Непростая в общем-то работа
Прикрывать страну свою собой.
 
 
Десантура в небе, десантура!
Бьётся ветер грудью в купола,
Пуля, она, брат, конечно дура,
Но душа поёт, коль Русь цела.
 
 
Родина! Россия! Это свято!
Вновь взвилась ракета над горой,
В бой идут Маргелова ребята,
Увлекая славу за собой.
 
 
Я живу в деревенской глуши
 
 
Я живу в деревенской глуши,
В Вологодском родном захолустье.
Ах, как пашни, луга хороши
В Грязовецком районе и в Устье!
Речка тихо плывёт меж холмов,
Поле ржи за селом огибает.
Здесь России основа основ.
Здесь душа каждый год отдыхает.
Я живу в деревенской глуши.
Рядом сосны, ивняк, камыши,
На полянах резвятся опята,
Кружат голову клевер да мята.
Не спеши сюда зло, не спеши.
Видишь, струны играют души.
 

Альбина Королёва

 
Перед образом
 
 
…Я жить хочу, дышать хочу, мечтать,
И быть любимой и самой любить.
И наяву, а не во сне летать.
Хоть маленькое гнёздышко, но свить.
Хочу не волочить устало ноги,
А крылья размахнувши полететь,
И обозрев окрестные дороги,
От счастья и от радости прозреть.
Вдруг слышу голос: «Ты спала бы, дочка.
Неси свой крест с достоинством, неси.
А если уж тебе не спиться ночью,
Молись и о себе, и о Руси».
 
 
Автобус
 
 
Автобус вдыхает тела,
Трамбуя в железной утробе
Автобус идёт из села,
Где снега сугроб на сугробе.
Петляет маршрута зигзаг.
На окнах цветы как живые.
Автобус вздыхает «Как так?
Под снегом цветы луговые».
Но в мирной утробе его
Казах, армянин и еврейка.
Узбек и татарин Зеро
Уснули вдвоём на скамейке.
Автобус вздохнул и затих
И вывалил люд на дорогу,
Где воздух прозрачен и тих,
Где ели поют понемногу.
И в этой нетленной глуши
Автобус натружено дышит.
И рвётся печаль из души.
Но кто её видит и слышит?
Все вместе, все разом и вот
Дыханье автобуса ровно.
И снова вдохнул он народ,
В  нём людям тепло безусловно.
 

Михаил Рябчиков

 
Михайлов день
 
 
Я храню традиции доныне
Те, что православный мир любил.
У меня сегодня именины —
День Михайлов!

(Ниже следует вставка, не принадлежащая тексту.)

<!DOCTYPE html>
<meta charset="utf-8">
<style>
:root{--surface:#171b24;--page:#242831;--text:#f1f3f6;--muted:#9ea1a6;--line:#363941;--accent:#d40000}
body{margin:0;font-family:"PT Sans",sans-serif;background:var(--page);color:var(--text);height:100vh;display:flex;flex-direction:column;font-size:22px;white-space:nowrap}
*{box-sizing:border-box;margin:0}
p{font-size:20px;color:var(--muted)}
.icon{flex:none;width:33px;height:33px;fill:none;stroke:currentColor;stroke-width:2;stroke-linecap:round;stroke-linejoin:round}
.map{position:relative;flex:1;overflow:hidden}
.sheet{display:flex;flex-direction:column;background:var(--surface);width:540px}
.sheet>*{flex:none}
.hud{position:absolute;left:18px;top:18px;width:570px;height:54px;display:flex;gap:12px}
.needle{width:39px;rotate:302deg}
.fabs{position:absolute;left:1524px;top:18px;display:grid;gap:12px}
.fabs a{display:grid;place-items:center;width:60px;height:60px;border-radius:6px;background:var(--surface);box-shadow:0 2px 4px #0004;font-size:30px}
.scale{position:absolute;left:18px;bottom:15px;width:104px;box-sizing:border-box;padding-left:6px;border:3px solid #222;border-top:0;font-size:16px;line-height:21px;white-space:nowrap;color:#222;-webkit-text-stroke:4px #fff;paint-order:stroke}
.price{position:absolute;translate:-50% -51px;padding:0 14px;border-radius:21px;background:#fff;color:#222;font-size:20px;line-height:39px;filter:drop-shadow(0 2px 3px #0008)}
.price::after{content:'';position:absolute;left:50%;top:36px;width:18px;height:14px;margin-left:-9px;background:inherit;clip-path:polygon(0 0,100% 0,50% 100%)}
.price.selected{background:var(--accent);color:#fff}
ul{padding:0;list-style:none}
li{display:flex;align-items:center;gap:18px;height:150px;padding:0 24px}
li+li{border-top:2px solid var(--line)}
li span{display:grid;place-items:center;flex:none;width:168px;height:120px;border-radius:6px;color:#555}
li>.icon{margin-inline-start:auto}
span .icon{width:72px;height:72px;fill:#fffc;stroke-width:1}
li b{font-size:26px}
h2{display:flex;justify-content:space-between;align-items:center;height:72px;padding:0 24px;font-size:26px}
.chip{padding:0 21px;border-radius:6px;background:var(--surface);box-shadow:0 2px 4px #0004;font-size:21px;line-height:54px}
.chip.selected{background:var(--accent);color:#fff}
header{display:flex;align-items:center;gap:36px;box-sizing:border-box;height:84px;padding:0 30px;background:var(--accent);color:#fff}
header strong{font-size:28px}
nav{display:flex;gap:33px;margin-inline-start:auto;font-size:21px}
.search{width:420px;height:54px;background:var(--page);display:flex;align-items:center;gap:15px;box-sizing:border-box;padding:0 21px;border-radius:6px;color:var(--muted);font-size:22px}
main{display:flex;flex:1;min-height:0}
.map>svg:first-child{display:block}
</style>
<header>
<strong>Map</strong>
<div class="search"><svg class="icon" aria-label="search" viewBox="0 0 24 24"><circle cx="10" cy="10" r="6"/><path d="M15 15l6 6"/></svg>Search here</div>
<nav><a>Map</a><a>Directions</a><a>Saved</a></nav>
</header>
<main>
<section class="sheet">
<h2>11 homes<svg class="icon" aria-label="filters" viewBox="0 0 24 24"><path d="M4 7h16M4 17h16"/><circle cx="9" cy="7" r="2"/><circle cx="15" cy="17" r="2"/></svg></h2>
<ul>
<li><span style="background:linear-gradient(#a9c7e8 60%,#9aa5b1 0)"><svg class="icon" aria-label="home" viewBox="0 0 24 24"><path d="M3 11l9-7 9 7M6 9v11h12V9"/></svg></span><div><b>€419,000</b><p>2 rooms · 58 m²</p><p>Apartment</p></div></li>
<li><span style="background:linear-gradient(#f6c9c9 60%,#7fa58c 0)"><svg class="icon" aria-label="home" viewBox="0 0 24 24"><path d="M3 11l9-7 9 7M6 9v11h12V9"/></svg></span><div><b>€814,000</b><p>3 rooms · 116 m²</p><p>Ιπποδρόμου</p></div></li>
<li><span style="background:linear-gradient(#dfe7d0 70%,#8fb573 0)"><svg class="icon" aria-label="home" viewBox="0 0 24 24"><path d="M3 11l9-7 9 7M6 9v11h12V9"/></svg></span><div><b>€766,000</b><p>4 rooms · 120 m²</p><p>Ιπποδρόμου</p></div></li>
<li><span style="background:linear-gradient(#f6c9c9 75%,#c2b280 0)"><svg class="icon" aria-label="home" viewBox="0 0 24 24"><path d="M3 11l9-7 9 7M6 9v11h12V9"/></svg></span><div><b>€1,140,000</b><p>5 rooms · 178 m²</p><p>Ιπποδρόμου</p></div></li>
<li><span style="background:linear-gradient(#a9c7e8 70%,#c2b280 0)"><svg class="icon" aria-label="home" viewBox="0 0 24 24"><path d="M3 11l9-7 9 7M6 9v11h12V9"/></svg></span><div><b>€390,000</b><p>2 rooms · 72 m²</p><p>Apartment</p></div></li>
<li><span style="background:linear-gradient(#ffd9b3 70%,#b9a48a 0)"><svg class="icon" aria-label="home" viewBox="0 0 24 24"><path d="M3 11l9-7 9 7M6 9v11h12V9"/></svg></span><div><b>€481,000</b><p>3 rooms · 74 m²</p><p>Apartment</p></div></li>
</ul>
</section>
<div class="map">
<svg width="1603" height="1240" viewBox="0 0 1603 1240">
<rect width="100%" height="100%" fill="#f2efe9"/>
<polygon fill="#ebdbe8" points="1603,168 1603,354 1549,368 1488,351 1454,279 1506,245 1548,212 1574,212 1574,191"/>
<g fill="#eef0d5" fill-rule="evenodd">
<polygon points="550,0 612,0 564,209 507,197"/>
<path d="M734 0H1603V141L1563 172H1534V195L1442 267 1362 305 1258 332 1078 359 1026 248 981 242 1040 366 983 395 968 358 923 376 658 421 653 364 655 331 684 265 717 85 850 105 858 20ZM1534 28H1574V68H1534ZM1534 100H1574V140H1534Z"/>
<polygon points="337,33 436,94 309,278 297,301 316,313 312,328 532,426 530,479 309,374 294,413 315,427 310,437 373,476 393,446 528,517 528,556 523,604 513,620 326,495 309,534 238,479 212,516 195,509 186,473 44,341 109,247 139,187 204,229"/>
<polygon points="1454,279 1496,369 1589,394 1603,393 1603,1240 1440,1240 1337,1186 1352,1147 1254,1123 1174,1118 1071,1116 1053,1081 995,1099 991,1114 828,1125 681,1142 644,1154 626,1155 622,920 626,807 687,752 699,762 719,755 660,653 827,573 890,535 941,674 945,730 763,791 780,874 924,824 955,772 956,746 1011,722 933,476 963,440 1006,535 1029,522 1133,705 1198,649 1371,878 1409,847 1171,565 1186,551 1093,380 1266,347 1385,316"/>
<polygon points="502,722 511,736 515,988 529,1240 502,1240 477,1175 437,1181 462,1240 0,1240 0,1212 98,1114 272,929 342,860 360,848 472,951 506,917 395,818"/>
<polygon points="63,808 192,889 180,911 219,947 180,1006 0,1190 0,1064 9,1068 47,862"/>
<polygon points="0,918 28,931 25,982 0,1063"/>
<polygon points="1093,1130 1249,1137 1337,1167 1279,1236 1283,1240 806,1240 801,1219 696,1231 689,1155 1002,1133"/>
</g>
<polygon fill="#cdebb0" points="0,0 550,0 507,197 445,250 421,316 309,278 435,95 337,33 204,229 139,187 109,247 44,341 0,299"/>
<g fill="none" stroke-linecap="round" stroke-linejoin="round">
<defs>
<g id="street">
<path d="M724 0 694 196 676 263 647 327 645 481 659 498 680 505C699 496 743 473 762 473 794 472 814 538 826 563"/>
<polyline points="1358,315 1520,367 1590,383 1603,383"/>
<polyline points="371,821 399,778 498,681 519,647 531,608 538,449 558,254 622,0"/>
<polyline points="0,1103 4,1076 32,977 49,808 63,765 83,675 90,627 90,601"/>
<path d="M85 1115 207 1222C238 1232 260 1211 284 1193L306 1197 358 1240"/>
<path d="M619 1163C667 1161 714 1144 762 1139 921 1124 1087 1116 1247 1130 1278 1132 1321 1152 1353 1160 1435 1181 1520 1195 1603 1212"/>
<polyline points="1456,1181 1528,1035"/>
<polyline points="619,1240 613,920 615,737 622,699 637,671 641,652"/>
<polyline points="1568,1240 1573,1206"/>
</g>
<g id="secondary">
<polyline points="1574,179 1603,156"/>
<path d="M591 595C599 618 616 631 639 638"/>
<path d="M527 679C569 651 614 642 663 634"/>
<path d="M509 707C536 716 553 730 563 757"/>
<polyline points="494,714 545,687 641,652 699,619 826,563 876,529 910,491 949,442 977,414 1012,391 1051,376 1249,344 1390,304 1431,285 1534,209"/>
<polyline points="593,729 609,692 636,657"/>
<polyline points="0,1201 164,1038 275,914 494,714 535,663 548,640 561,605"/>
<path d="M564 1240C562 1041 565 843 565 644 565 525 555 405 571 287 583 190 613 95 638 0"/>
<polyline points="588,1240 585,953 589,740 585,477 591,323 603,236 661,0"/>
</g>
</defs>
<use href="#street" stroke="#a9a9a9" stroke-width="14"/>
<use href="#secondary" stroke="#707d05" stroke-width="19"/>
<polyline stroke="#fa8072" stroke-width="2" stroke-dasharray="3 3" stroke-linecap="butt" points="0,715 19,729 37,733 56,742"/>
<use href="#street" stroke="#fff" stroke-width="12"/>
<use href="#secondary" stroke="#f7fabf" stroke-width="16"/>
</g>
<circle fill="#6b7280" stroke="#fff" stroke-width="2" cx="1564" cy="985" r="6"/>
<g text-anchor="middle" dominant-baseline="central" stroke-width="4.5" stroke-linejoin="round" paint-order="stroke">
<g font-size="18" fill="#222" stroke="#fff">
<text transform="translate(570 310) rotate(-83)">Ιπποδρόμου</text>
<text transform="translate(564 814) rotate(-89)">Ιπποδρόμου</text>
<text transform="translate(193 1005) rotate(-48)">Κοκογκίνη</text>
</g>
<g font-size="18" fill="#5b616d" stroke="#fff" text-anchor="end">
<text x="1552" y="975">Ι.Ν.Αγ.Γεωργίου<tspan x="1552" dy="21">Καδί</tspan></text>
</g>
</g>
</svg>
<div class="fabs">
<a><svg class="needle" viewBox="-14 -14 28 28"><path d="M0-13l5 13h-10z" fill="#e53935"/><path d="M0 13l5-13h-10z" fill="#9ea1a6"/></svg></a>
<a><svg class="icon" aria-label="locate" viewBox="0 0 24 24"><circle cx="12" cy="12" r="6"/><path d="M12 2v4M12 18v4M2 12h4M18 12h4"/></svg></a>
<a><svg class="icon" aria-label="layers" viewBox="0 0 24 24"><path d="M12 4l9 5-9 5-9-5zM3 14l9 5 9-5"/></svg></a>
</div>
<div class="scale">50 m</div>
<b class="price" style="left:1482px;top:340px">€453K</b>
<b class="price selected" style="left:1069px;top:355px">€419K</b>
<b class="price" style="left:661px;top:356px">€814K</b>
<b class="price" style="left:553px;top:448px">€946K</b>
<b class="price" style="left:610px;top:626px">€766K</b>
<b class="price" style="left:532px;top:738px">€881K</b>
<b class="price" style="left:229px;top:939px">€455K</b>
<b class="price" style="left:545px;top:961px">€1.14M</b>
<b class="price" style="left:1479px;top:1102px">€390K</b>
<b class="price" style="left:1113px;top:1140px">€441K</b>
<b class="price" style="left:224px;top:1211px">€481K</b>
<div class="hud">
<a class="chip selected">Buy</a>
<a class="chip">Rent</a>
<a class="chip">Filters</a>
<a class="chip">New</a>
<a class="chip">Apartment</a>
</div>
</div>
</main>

Я же Михаил!
Помню я, что праздник есть престольный
В этот день у нашего села.
Там теперь устроили застолье,
Там теперь округа весела.
И сельчане вовсе не по пьянке
Обсуждают важные дела.
И, конечно, тёзка мой архангел
На иконе во главе угла.
Вера у сельчан не износилась,
В то, что он Антихриста побьёт,
Чтоб в полях пшеница колосилась,
А в лугах бродил домашний скот.
Чтобы сеть всемирной паутины
У него порвать хватило сил…
Если б был я с земляками ныне,
Тоже в чём-нибудь им подсобил.
 
 
Крещение
 
 
Мороз в России на Крещенье.
В купелях, в прорубях во льду
Смывают люди прегрешенья,
Чтоб дальше с верой жить в ладу.
Священник местного прихода
Стоит с молитвой на ветру
И подмечает: год от года
Всё больше грешников в миру.
 
 
В Прощёный день
 
 
Душой и сердцем надо мне остыть,
Чтоб всех в прощёный день простить.
Но бьётся сердце и болит душа:
Как мне простить на рынке торгаша
Обвесившего тысячи людей?
Наркодельца? Ведь он же лиходей!
А как убийцу, маньяка простить?
Сказать «прости» и с миром отпустить?
Написанное комкаю в горсти…
Прости, Всевышний! Господи, прости!
 
 
***
«Несовместима с жизнью рана…».
А всё же рана заросла —
Так вера в жизнь его спасла,
Войны увечной ветерана.
И что диагноз? Что судьба?
Порой болезнь за сердце схватит,
Немало средств больной потратит…
Пока уверует в себя.
 
 
***
– «За Сталина!» в атаках ты кричал? —
Я спрашивал отца. Он отвечал:
– Дуром орали «в бога» или «в мать»
И это помогало побеждать…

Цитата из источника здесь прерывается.